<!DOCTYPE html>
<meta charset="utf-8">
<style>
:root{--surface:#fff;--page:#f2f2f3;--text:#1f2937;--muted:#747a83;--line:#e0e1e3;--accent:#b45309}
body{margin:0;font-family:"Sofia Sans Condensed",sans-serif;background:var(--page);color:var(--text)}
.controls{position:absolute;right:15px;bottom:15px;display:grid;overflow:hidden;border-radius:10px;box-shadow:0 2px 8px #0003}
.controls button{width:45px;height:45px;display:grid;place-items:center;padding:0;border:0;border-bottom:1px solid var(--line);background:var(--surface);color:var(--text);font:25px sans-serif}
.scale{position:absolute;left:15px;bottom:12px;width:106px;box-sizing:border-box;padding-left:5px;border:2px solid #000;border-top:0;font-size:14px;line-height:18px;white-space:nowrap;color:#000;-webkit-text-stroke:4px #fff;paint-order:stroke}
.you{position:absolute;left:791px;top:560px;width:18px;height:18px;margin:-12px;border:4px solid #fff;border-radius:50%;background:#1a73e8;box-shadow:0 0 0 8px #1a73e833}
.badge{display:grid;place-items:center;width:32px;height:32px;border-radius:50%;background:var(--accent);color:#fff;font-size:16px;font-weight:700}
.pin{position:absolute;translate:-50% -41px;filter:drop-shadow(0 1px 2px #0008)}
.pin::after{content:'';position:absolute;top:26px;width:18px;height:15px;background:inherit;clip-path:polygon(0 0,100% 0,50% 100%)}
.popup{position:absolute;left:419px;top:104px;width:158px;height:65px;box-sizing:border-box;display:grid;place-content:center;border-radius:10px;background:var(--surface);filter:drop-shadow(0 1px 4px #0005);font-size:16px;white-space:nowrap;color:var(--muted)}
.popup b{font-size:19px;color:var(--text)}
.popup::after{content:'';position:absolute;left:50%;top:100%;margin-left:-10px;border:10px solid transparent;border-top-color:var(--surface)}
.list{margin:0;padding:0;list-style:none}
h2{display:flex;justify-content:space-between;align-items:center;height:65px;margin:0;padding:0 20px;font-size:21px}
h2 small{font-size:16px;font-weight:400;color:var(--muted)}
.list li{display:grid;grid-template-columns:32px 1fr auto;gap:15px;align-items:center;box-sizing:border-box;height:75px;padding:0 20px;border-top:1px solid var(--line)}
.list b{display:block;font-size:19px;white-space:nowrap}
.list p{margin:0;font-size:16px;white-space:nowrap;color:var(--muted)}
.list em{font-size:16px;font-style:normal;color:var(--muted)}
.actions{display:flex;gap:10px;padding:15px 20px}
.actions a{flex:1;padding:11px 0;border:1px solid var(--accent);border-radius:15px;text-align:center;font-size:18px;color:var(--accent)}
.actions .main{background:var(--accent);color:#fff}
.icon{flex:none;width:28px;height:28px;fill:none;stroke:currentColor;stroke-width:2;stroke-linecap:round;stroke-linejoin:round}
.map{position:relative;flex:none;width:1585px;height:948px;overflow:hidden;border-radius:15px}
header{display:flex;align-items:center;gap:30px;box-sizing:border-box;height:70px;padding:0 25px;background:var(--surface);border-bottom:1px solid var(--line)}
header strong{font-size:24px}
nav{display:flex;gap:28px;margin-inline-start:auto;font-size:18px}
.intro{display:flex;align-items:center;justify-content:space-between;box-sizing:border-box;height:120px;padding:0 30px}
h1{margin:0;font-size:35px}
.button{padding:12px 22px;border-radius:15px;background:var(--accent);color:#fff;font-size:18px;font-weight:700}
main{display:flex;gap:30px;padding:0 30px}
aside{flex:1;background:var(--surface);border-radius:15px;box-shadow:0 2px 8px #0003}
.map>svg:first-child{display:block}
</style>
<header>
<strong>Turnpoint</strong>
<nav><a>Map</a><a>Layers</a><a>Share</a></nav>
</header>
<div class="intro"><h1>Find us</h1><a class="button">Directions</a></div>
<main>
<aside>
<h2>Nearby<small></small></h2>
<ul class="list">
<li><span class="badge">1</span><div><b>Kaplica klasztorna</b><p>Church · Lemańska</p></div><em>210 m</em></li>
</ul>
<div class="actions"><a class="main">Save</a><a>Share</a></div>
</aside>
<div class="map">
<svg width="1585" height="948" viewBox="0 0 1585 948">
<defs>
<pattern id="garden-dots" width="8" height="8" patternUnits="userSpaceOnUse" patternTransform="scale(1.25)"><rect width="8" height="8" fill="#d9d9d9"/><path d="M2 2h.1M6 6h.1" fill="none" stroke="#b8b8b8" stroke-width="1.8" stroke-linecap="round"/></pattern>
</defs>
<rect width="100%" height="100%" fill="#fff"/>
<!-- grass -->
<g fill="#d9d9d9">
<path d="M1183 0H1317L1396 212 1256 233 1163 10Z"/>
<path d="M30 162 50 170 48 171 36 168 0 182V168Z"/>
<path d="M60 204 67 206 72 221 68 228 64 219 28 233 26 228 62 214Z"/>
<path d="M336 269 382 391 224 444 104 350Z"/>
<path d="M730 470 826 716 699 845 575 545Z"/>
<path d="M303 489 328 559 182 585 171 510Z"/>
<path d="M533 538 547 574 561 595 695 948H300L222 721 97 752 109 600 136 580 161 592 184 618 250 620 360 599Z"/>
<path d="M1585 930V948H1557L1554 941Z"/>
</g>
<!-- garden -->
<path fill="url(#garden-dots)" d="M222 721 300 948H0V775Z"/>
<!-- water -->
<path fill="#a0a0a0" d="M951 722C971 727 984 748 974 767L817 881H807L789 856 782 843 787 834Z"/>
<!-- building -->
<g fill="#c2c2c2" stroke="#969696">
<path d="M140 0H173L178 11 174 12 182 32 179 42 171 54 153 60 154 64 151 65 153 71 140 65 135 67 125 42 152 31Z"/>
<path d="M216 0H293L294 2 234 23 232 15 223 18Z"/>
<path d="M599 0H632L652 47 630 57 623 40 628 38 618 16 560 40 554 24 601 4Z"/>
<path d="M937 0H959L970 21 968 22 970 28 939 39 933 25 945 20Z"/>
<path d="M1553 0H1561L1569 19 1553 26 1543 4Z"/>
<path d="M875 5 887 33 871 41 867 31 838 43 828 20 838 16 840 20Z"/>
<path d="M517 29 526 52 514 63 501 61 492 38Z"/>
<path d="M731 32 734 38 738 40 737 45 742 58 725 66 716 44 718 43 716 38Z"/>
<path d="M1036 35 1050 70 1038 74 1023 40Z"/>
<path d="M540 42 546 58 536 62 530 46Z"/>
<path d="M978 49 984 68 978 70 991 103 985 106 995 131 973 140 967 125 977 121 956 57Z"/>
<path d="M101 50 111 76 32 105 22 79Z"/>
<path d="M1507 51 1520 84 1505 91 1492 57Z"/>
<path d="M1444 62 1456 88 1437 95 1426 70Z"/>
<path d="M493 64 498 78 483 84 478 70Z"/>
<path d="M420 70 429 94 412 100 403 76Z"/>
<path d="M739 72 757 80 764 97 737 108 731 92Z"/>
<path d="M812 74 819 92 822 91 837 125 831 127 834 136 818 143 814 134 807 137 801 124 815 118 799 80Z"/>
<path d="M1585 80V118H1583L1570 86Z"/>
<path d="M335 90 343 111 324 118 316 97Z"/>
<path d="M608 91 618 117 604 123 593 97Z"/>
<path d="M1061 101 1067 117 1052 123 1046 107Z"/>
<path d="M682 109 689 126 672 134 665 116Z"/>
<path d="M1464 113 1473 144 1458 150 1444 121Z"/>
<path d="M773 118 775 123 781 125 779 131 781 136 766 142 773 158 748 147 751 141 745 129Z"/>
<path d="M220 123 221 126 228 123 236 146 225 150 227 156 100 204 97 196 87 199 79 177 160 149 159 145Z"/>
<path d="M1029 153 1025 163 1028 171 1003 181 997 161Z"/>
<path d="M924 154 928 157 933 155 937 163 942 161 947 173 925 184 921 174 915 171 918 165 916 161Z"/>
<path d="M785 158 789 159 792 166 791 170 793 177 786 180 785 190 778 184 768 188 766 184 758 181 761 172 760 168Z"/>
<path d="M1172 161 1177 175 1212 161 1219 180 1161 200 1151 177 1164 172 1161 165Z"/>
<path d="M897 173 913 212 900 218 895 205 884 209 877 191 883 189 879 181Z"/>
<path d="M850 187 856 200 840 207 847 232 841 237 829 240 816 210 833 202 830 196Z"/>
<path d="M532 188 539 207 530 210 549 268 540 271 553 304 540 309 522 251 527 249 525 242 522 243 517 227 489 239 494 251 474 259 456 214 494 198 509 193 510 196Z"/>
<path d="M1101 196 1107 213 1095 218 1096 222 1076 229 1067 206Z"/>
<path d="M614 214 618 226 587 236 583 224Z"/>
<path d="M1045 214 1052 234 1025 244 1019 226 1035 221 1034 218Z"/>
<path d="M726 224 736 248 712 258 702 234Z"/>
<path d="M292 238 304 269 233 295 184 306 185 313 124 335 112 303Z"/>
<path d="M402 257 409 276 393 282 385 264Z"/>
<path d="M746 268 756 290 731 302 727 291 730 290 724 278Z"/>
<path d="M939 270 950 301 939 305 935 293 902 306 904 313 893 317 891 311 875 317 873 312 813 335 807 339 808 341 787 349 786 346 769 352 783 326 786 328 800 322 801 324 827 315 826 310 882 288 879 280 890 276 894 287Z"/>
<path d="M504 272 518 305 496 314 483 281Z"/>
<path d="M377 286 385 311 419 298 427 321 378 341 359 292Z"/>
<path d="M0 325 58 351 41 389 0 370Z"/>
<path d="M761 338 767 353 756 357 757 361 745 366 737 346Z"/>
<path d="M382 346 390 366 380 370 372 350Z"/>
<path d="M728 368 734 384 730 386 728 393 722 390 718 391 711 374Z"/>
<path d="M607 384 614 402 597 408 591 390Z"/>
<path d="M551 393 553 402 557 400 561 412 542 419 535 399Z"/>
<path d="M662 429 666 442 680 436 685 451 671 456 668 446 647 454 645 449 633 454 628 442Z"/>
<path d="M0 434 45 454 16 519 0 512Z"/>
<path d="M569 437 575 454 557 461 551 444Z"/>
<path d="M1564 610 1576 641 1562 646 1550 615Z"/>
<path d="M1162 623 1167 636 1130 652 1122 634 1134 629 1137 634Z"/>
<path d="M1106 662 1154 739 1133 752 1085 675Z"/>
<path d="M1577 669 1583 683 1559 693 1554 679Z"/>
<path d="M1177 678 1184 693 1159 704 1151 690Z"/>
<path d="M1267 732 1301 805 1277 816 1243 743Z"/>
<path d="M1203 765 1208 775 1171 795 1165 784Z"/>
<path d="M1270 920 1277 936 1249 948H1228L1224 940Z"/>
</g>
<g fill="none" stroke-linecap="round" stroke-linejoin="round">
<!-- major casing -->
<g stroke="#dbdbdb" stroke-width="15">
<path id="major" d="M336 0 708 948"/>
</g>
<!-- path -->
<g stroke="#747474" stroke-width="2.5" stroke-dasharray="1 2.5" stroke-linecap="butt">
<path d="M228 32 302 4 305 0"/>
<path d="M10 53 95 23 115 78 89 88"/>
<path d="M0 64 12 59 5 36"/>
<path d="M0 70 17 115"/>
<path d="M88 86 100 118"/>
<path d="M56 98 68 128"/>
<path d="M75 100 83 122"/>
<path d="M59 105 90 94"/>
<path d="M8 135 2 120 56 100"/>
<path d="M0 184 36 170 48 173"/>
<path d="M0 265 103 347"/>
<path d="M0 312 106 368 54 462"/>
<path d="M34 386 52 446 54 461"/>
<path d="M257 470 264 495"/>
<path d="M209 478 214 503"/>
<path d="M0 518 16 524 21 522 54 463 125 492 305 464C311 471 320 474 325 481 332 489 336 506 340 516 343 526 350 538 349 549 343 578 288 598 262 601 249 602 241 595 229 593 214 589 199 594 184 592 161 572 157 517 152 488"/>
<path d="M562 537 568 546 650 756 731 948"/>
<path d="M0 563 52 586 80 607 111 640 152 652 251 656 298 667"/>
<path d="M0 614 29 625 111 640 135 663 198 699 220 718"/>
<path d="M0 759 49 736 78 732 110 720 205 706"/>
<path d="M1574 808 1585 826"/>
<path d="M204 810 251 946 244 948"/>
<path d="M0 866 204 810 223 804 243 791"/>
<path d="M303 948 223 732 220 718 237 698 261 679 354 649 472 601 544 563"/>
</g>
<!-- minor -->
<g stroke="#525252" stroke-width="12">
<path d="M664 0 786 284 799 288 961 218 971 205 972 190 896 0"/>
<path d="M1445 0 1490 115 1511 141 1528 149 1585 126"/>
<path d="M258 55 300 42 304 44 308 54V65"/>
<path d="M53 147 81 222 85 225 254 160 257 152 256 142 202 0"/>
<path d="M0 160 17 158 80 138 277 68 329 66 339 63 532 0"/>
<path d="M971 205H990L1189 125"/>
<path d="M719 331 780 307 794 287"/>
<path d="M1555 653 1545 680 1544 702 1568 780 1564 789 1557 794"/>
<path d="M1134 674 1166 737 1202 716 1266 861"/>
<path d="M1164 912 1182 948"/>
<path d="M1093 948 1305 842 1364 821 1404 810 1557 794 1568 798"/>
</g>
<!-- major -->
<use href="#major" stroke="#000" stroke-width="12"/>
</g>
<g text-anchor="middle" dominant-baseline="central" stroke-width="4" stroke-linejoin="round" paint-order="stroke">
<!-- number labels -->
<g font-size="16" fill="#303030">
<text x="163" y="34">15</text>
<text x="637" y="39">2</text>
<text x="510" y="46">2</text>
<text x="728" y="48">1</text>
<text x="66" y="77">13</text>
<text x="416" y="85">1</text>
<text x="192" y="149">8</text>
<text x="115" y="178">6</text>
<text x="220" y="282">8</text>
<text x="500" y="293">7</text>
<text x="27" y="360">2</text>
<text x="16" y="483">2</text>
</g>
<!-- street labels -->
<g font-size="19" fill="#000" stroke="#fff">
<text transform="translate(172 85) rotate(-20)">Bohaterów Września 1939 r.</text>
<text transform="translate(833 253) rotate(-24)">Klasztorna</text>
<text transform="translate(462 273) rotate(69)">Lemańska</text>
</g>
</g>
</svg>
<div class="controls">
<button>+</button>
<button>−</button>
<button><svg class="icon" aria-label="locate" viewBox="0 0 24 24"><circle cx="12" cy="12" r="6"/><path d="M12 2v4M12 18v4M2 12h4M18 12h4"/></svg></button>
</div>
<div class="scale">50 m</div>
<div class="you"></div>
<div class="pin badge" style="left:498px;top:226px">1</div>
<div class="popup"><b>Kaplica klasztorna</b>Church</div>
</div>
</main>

◆ ◆ ◆ ◆

> _Prompt_:
Note each line above that contains "solid" and copy it out.

> _Task response_:
.controls button{width:45px;height:45px;display:grid;place-items:center;padding:0;border:0;border-bottom:1px solid var(--line);background:var(--surface);color:var(--text);font:25px sans-serif}
.scale{position:absolute;left:15px;bottom:12px;width:106px;box-sizing:border-box;padding-left:5px;border:2px solid #000;border-top:0;font-size:14px;line-height:18px;white-space:nowrap;color:#000;-webkit-text-stroke:4px #fff;paint-order:stroke}
.you{position:absolute;left:791px;top:560px;width:18px;height:18px;margin:-12px;border:4px solid #fff;border-radius:50%;background:#1a73e8;box-shadow:0 0 0 8px #1a73e833}
.popup::after{content:'';position:absolute;left:50%;top:100%;margin-left:-10px;border:10px solid transparent;border-top-color:var(--surface)}
.list li{display:grid;grid-template-columns:32px 1fr auto;gap:15px;align-items:center;box-sizing:border-box;height:75px;padding:0 20px;border-top:1px solid var(--line)}
.actions a{flex:1;padding:11px 0;border:1px solid var(--accent);border-radius:15px;text-align:center;font-size:18px;color:var(--accent)}
header{display:flex;align-items:center;gap:30px;box-sizing:border-box;height:70px;padding:0 25px;background:var(--surface);border-bottom:1px solid var(--line)}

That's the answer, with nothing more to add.